Portrait de Milunka en 1917 |
Elle
participe à la Première guerre
mondiale en tant que femme, au sein du prestigieux régiment de
l'armée serbe, nommé Knjaz
Mihailo.
Elle prend part aux grandes batailles menées par l'armée serbe
contre les Austro-hongrois en 1914, et plus tard à toutes les
batailles importantes que les soldats serbes ont menées aux côtés
des troupes françaises sur le Front de Salonique. En récompense
pour le courage et l'ingéniosité dont elle a fait preuve lors des
batailles de 1916 (qui se sont déroulées aux alentours de Bitola,
en Macédoine), et durant lesquelles elle a capturé 23 soldats
bulgares, elle est décorée de l'Etoile de Karageorges et de la
médaille de chevalier de la Légion d'honneur.
Elle
fût blessée à quatre reprises durant la guerre et hospitalisée
deux fois à Bizerte, dans la base militaire française au nord de la
Tunisie. A cette occasion, elle rencontre l'amiral
français Emile Guépratte qui la décore de la Croix de guerre (le 4
juillet 1918) et probablement de la médaille d'officier de la Légion
d'honneur.
Selon
les archives, elle fût également hospitalisée à Marseille.
Son
cas est-il unique ?
Durant
les Guerres balkaniques et la Grande guerre, l'armée serbe comptait
aussi d'autres femmes.
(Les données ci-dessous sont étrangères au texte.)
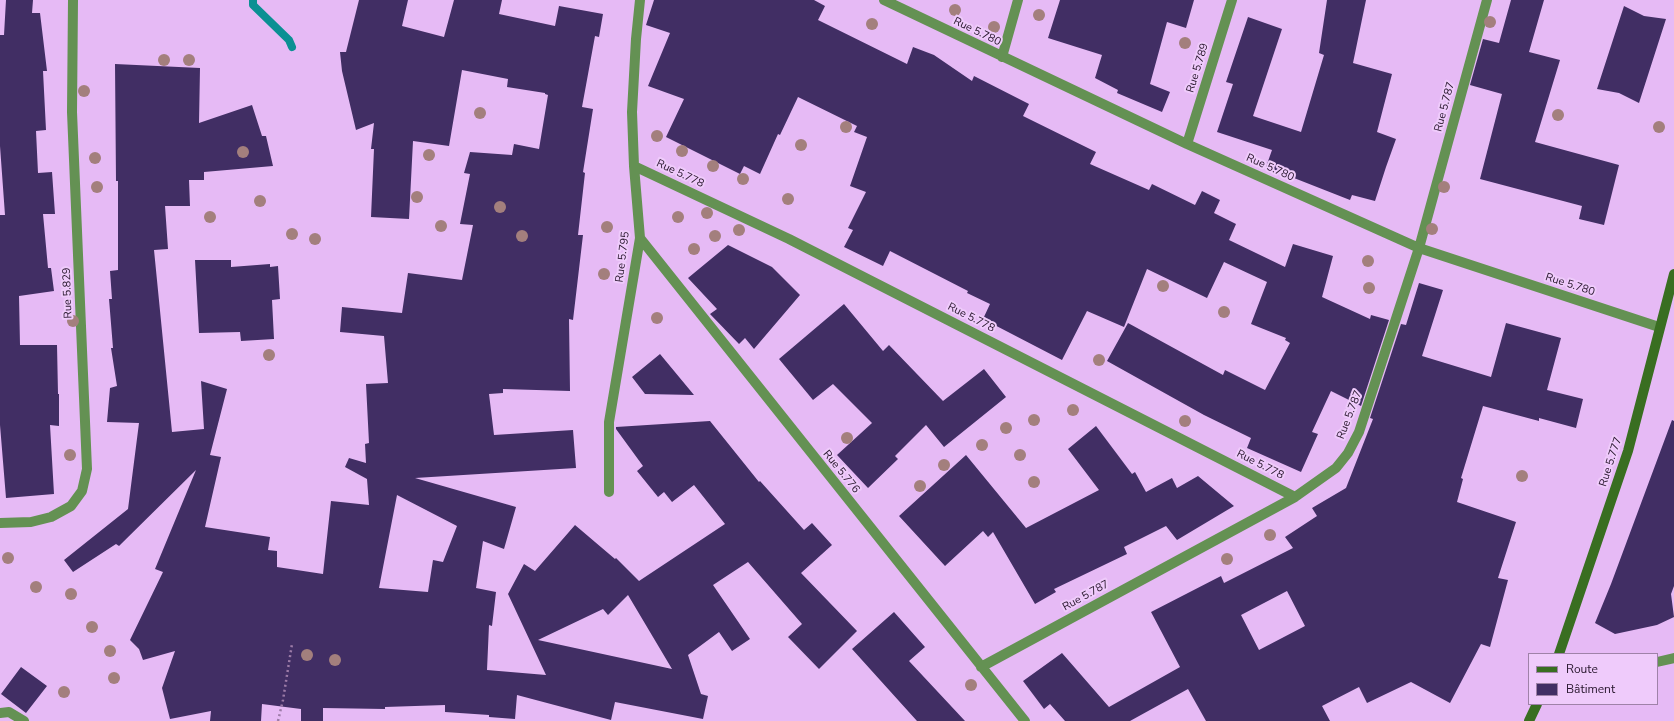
<!DOCTYPE html>
<meta charset="utf-8">
<style>
body{margin:0}
#map{position:relative;width:1674px;height:721px;overflow:hidden;background:#e6baf5;font-family:"Nunito Sans",sans-serif}
canvas{display:block}
.legend{position:absolute;left:1528px;top:653px;width:130px;height:52px;box-sizing:border-box;background:#efcbfb;border:1px solid #9f82a8;margin:0;padding:5px 7px;list-style:none;font-size:12px;color:#26152b}
.legend li{display:flex;align-items:center;gap:8px;height:20px}
.legend b{width:20px;border:1px solid #9f82a8}
</style>
<div id="map">
<canvas width="1674" height="721"></canvas>
<ul class="legend">
<li><b style="height:5px;background:#396e21"></b>Route</li>
<li><b style="height:11px;background:#412e64"></b>Bâtiment</li>
</ul>
</div>
<script>
const g = document.querySelector('canvas').getContext('2d');
g.lineJoin = 'round';
function shape(rows) {
  const path = new Path2D();
  for (const r of rows) {
    path.moveTo(r[0], r[1]);
    for (let i = 2; i < r.length; i += 2) path.lineTo(r[i], r[i + 1]);
  }
  return path;
}
function stroke(path, color, width, dash) {
  g.strokeStyle = color;
  g.lineWidth = width;
  g.lineCap = dash ? 'butt' : 'round';
  g.setLineDash(dash || []);
  g.stroke(path);
}
function fillPath(path, color) {
  g.fillStyle = color;
  g.fill(path, 'evenodd');
}
function label(font, color, halo, rows, align = 'center') {
  g.font = font + ' "Nunito Sans",sans-serif';
  g.lineWidth = 4;
  g.setLineDash([]);
  g.textBaseline = 'middle';
  g.strokeStyle = halo;
  g.fillStyle = color;
  for (const [text, x, y, turn = 0] of rows) {
    g.save();
    g.translate(x, y);
    g.rotate((+turn || 0) * Math.PI / 180);
    g.textAlign = isNaN(turn) ? turn : align;
    if (halo) g.strokeText(text, 0, 0);
    g.fillText(text, 0, 0);
    g.restore();
  }
}
const stream = shape([
 [253,0,253,5,289,40,292,47]
]);
const building = shape([
 [6,0,33,0,32,13,40,13,47,71,43,71,46,130,36,131,38,173,52,172,55,214,43,214,48,268,51,268,54,291,19,296,20,345,57,345,58,394,59,394,59,426,50,425,54,494,6,498,0,425,0,215,5,215,0,146,0,35,4,35],
 [359,0,408,0,402,26,444,37,454,0,502,0,499,14,555,26,559,6,603,14,599,37,595,36,582,107,593,109,583,172,585,173,578,235,583,235,573,320,569,319,570,391,503,389,503,393,489,394,494,435,573,430,576,468,415,478,516,507,504,549,483,541,476,588,496,592,492,626,489,625,487,670,546,675,508,594,524,564,535,571,575,525,615,559,616,558,639,581,725,524,694,485,672,502,664,492,658,497,637,471,643,466,616,429,616,427,710,421,759,482,760,481,804,530,812,523,832,545,801,573,857,631,819,669,788,637,802,624,748,562,713,585,750,639,732,651,719,632,688,655,701,694,708,696,703,719,615,702,611,720,517,695,515,719,489,717,489,715,445,712,445,705,385,707,385,709,323,708,323,721,301,721,301,709,262,704,261,721,210,721,211,711,170,719,162,688,175,651,143,660,139,649,130,640,163,572,155,569,196,470,119,546,116,544,73,572,64,560,128,509,139,423,107,422,110,388,117,386,111,348,113,348,109,299,112,299,110,271,118,270,118,181,116,181,115,64,200,68,199,123,252,105,262,136,266,136,273,166,204,172,204,180,189,180,190,206,165,206,168,249,154,250,172,432,204,429,201,381,227,389,210,455,221,457,205,527,270,537,268,550,277,551,277,567,323,574,331,501,369,505,367,479,345,467,349,458,366,463,365,444,369,443,366,384,388,383,384,336,340,332,342,307,402,313,408,273,462,280,473,225,460,224,470,174,464,173,470,152,512,155,514,144,539,149,548,95,545,94,545,93,507,87,508,79,462,70,449,146,413,141,409,219,371,217,374,149,371,149,374,123,356,130,342,71,340,52,346,52],
 [397,495,457,526,443,562,433,560,428,592,379,588],
 [628,595,672,669,538,640,603,609,608,615],
 [654,0,814,0,825,6,818,20,907,64,913,47,934,55,972,81,974,76,1029,104,1023,116,1096,152,1090,164,1149,190,1152,184,1195,205,1202,191,1220,200,1214,213,1236,224,1229,240,1285,267,1293,244,1333,256,1322,297,1370,319,1371,315,1389,320,1361,406,1331,391,1312,432,1318,434,1301,472,1247,448,1251,438,1204,415,1107,361,1128,323,1223,375,1225,370,1265,390,1290,343,1285,340,1286,338,1251,324,1267,282,1224,262,1207,298,1147,269,1124,327,1087,311,1062,360,983,319,990,304,967,293,968,291,890,251,883,266,844,247,853,230,848,228,866,192,850,186,867,137,854,132,857,126,798,97,780,135,778,134,760,174,744,166,740,174,666,137,684,99,648,86,670,33,646,25],
 [1060,0,1194,0,1186,28,1167,22,1150,84,1170,92,1162,112,1117,93,1118,90,1095,78,1102,55,1048,38],
 [1327,0,1366,0,1353,63,1392,74,1377,132,1396,139,1386,167,1375,201,1352,195,1350,200,1266,167,1272,150,1217,132,1233,84,1226,82,1248,17,1282,29,1253,116,1301,132,1324,55,1319,53],
 [1511,0,1544,0,1529,52,1560,60,1535,142,1619,165,1604,225,1579,219,1582,206,1480,179,1502,94,1470,85,1483,39,1499,43],
 [1624,6,1644,16,1666,19,1639,103,1619,93,1597,89],
 [728,245,772,267,800,295,754,349,745,338,739,344,710,314,717,309,688,278],
 [195,260,231,260,231,267,270,264,270,267,278,266,280,299,272,300,274,339,241,341,240,332,199,333],
 [1419,283,1443,290,1422,356,1491,377,1506,323,1561,338,1547,390,1583,399,1576,428,1539,418,1539,421,1483,406,1461,478,1463,479,1457,502,1516,522,1498,578,1508,580,1490,647,1481,644,1450,703,1411,682,1367,703,1359,687,1322,706,1330,721,1206,721,1188,689,1130,721,1065,721,1050,704,1044,709,1023,681,1062,653,1109,707,1180,667,1151,612,1221,576,1224,583,1293,548,1285,537,1317,516,1312,508,1346,488,1373,419,1370,418,1401,324,1406,325],
 [1287,591,1305,626,1259,650,1241,615],
 [844,304,883,351,889,345,943,401,984,369,1006,397,944,447,926,425,895,456,898,459,868,488,837,455,872,423,833,384,813,400,779,359],
 [660,354,694,395,645,394,632,377],
 [1672,420,1674,421,1674,586,1671,594,1674,617,1657,625,1615,634,1595,623,1611,584],
 [1096,426,1132,474,1135,472,1146,492,1172,478,1177,488,1198,476,1234,506,1177,540,1166,526,1124,547,1127,554,1054,589,1056,592,1035,604,993,532,988,537,983,531,945,566,899,516,966,455,1026,528,1099,490,1068,449],
 [894,612,925,647,909,661,965,721,917,721,852,649],
 [21,667,47,686,26,713,1,694]
]);
const path = shape([
 [278,721,283,700,292,644]
]);
const street = shape([
 [884,0,1187,144,1419,248,1659,327],
 [1002,57,1018,0],
 [1187,144,1232,0],
 [634,166,789,239,1295,497],
 [640,238,1025,721],
 [609,492,609,422,640,238,634,166,632,112,636,39,640,0],
 [0,523,31,522,51,517,71,506,82,491,87,469,72,112,73,0],
 [1657,662,1674,658],
 [981,667,1295,497,1336,468,1348,453,1359,432,1419,248,1487,0],
 [0,713,9,712,24,721]
]);
const secondary = shape([
 [1559,654,1628,451,1674,274],
 [1529,721,1537,704]
]);
const trees = [
 [955,10],
 [1039,15],
 [1490,22],
 [872,24],
 [994,27],
 [1185,43],
 [164,60],
 [189,60],
 [84,91],
 [480,113],
 [1558,115],
 [846,127],
 [1659,127],
 [657,136],
 [801,145],
 [682,151],
 [243,152],
 [429,155],
 [95,158],
 [713,166],
 [743,179],
 [97,187],
 [1444,187],
 [417,197],
 [788,199],
 [260,201],
 [500,207],
 [707,213],
 [210,217],
 [678,217],
 [441,226],
 [607,227],
 [1432,229],
 [739,230],
 [292,234],
 [522,236],
 [715,236],
 [315,239],
 [694,249],
 [1368,261],
 [604,274],
 [1163,286],
 [1369,288],
 [1224,312],
 [657,318],
 [73,321],
 [269,355],
 [1099,360],
 [1073,410],
 [1034,420],
 [1185,421],
 [1006,428],
 [847,438],
 [982,445],
 [70,455],
 [1020,455],
 [944,465],
 [1522,476],
 [1034,482],
 [920,486],
 [1270,535],
 [8,558],
 [1227,559],
 [36,587],
 [71,594],
 [92,627],
 [110,651],
 [307,655],
 [335,660],
 [114,678],
 [971,685],
 [64,692]
];
const streetNames = [
 ["Rue 5.780",977,32,26],
 ["Rue 5.789",1198,68,-73],
 ["Rue 5.787",1445,107,-75],
 ["Rue 5.780",1270,168,24],
 ["Rue 5.778",680,174,25],
 ["Rue 5.795",623,257,-83],
 ["Rue 5.780",1570,285,18],
 ["Rue 5.829",68,293,-92],
 ["Rue 5.778",971,318,27],
 ["Rue 5.787",1350,415,-69],
 ["Rue 5.777",1611,462,-72],
 ["Rue 5.778",1260,465,27],
 ["Rue 5.776",841,472,51],
 ["Rue 5.787",1086,596,-29]
];
stroke(stream, '#0b9093', 8);
fillPath(building, '#412e64');
stroke(path, '#9c7ba7', 2.5, [2, 3]);
stroke(street, '#649153', 10);
stroke(secondary, '#396e21', 10);
g.fillStyle = '#a37f7d';
for (const [x, y] of trees) {
  g.beginPath();
  g.arc(x, y, 6, 0, 2 * Math.PI);
  g.fill();
}
label('11px', '#26152b', '#efcbfb', streetNames);
</script>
Cela dit, dans les Guerres balkaniques,
celles-ci étaient membres d'unités tchétniks de volontaires,
tandis que dans la première guerre mondiale, elles combattaient au
sein d'unités officielles de l'armée serbe.
Plusieurs
femmes ont combattu aux côtés de Milunka
Savić
dans les guerres balkaniques.
La
plus intéressante était Sofija
Jovanović,
une jeune Belgradoise exceptionnellement cultivée pour son époque
qui fût le sujet de nombreux articles écrits par des journalistes
étrangers. Le "Petit journal" publia une illustration de
Sofija
Jovanović.
Dans les journaux serbes, on en parlait comme de la "Jeanne
d'arc serbe". Elle fût décorée de nombreuses médailles de
l'armée serbe pour ses mérites.
Antonija Javornik |
Jelena Saulic |
Sofija
Jovanović
a également participé à la première guerre mondiale. Elle était
membre des unités de l'armée serbe chargées de la défense de
Belgrade. Aux côtés de Sofija
et Milunka
ont combattu les institutrices Jelena
Šaulić
et Ljubica
Cakarević.
Durant cette période, la Slovène Antonija
Javornik
combattait au sein de l'armée serbe. Celle-ci a pris part à toutes
les batailles menées en 1914 et 1915 et est sortie de la guerre sous
le nom de Natalija
Bjelajac.
Ce
qui est particulièrement étonnant et qui contredit nos préjugés
est le fait que toutes ces femmes étaient extrêmement belles. Les
photographies conservées témoignent de leur féminité.
Parmi
les femmes membres de l'armée serbe dans la Grande guerre, la plus
intrigante était l'anglaise Flora
Sandes.
Celle-ci est arrivée en Serbie en 1914 comme infirmière, pour
rejoindre plus tard en tant que combattante le régiment de Milunka
Savić.
Selon
ses propres confessions (des autobiographies de Flora Sandes ont été
publiées en Grande Bretagne), Flora a tout d'abord tenté de
rejoindre l'armée anglaise en tant que femme-soldat. Sa demande fût
rejetée non seulement par l'armée anglaise, mais aussi par les
armées belges et françaises qui, à l'époque, n'acceptaient pas de
femmes dans leurs rangs. Elle devint femme-soldat de l'armée serbe
et obtint la médaille de l'Etoile de Karadjordje avec épées pour
l'héroïsme dont elle fit preuve dans les batailles de 1916. A la
fin de la guerre, Flora Sandes est promue au grade d'officier et
entre ainsi dans l'histoire serbe comme la première femme officier.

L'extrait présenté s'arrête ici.